This week, we have a two-part blog diving into the 21st Century Cures Act. Part 1, published Monday, examined the effect of the Cures Act on interoperability and information blocking applied to providers. Today, Part 2 explores how information blocking applies to health IT (HIT) developers.
The topic of information blocking and Electronic Health Records (EHRs) has entered a new chapter with the enactment of the 21st Century Cures Act (Cures Act).
The root cause of information blocking complaints can be difficult to pinpoint. Each case of potential information blocking should be evaluated on its individual merits. The actions performed by various roles in potential information blocking cases can impact the outcome and determination of information blocking cases differently.
The Office of the National Coordinator’s (ONC) report on information blocking outlined examples of information blocking by HIT developers as well as strategies for preventing information blocking. ONC’s report frames the discussion through anecdotal evidence shared to them as complaints from industry stakeholders. These complaints center mostly on business practices of HIT developers related to high fees, using proprietary data formats to lock in customers to a given product or restricting a provider’s ability to use or exchange information within their EHR system (including providers transitioning EHR systems).
ONC notes costs and charges for exchange of information may not necessarily constitute information blocking. It does observe large variations in fees charged, especially where some fees seem to be charged for no reason except to restrict providers into only exchanging health information with organizations that have the same EHR technology or proprietary platforms and networks. ONC also states that each case of potential information blocking must be reviewed on its own merits, and only calls out a few limited scenarios that should be considered information blocking, such as the use of a “kill switch.” A kill switch refers to functionality allowing a HIT developer to prevent a provider’s access and use of their EHR system, such as upon nonpayment of software fees.
Additionally, ONC outlines a government-led strategy on information blocking. This strategy involves education on HIPAA privacy and security issues, creation of rules of the road for fair information exchange, constraint of standards and greater transparency in HIT and EHR options and costs.
The strategy for ONC includes the creation of their Enhanced Oversight and Accountability rule which was finalized last fall and lets ONC and their accrediting bodies conduct surveillance on certified EHR technology (CEHRT) to ensure the CEHRT is providing the functionalities and standards required under ONC’s certification program, especially those related to interoperability. This rule pushes beyond the disclosure statements and previous level of surveillance required by the ONC. If a CEHRT is found to be deficient, it can have its certification suspended or terminated.
Enacted in December 2016, the Cures Act defines information blocking conducted by a HIT developer as a practice the HIT developer knows or should know “is likely to interfere with, prevent, or materially discourage access, exchange, or use of electronic health information.”
This places the standard for HIT developers at a higher bar than that of providers because a HIT developer is not required to have full knowledge of a practice interfering with access, exchange or use of health information. This presents some level of due diligence for the HIT developer to investigate and review potential issues to determine if they may rise to the level of information blocking.
The Cures Act grants the Office of the Inspector General (OIG) authority to investigate claims of information blocking or falsely attesting to the conditions of certification. OIG has the authority to penalize HIT developers found to be information blocking up to $1 million per violation.

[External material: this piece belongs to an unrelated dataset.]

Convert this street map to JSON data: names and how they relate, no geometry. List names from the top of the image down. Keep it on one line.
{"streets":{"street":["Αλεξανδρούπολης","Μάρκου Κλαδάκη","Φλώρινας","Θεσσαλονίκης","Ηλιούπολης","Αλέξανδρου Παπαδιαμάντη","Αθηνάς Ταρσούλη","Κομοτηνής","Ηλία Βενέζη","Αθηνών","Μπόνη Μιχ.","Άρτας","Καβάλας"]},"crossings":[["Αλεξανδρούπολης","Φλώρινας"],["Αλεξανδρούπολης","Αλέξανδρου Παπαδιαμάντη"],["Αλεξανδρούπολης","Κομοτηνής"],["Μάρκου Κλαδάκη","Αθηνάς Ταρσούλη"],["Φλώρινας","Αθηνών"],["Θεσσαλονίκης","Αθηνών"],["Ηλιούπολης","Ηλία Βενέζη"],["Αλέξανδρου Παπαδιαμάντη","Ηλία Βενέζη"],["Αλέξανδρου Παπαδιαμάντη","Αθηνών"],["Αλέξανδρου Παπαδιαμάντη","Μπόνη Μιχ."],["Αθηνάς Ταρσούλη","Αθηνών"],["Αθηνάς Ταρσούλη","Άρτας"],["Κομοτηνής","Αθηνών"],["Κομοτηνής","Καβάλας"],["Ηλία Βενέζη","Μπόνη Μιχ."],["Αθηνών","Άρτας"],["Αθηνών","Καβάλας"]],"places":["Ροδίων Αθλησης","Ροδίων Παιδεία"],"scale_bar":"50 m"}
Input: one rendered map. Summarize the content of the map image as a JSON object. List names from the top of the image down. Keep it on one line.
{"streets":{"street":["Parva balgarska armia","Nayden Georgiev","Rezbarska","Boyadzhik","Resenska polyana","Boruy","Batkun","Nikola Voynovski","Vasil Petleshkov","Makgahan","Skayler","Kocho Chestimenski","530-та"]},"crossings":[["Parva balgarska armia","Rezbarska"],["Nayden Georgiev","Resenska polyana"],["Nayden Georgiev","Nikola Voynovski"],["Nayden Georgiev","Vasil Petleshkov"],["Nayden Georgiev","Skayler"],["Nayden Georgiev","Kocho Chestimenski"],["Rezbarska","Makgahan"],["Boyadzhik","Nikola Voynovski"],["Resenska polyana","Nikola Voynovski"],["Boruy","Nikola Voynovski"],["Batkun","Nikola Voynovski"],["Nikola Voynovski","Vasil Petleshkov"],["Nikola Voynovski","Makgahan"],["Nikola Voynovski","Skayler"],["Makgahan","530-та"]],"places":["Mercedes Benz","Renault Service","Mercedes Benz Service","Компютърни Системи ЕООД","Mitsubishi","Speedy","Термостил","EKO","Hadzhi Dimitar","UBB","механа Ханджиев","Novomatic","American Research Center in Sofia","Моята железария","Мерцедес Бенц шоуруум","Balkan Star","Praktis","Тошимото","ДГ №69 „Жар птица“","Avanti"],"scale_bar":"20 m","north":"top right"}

The Cures Act is still fresh, and we are still awaiting regulatory guidance, such as practices that may be excluded from the definition of information blocking. The Cures Act requires the secretary of the Department of Health and Human Services to issue regulations clarifying reasonable and necessary activities which would not be included in the definition of information blocking as outlined by the Cures Act. The OIG has not yet made public the results of any reviews nor applied any penalties, but they do have the green light to advance their enforcement role. The HIT developer market will also likely react as information blocking cases are resolved.
Developments in and around information blocking affect the health care industry at all levels: HIT developers need to know the new requirements and address compliance, and patients should be aware of these requirements to better understand the rights they have pertaining to their electronic health information. Finally, providers need to be aware of these requirements, as they can impact business and access to health information. HIT industry leaders can keep an eye on developments involving information blocking by monitoring CEHRT implementations and understanding the requirements.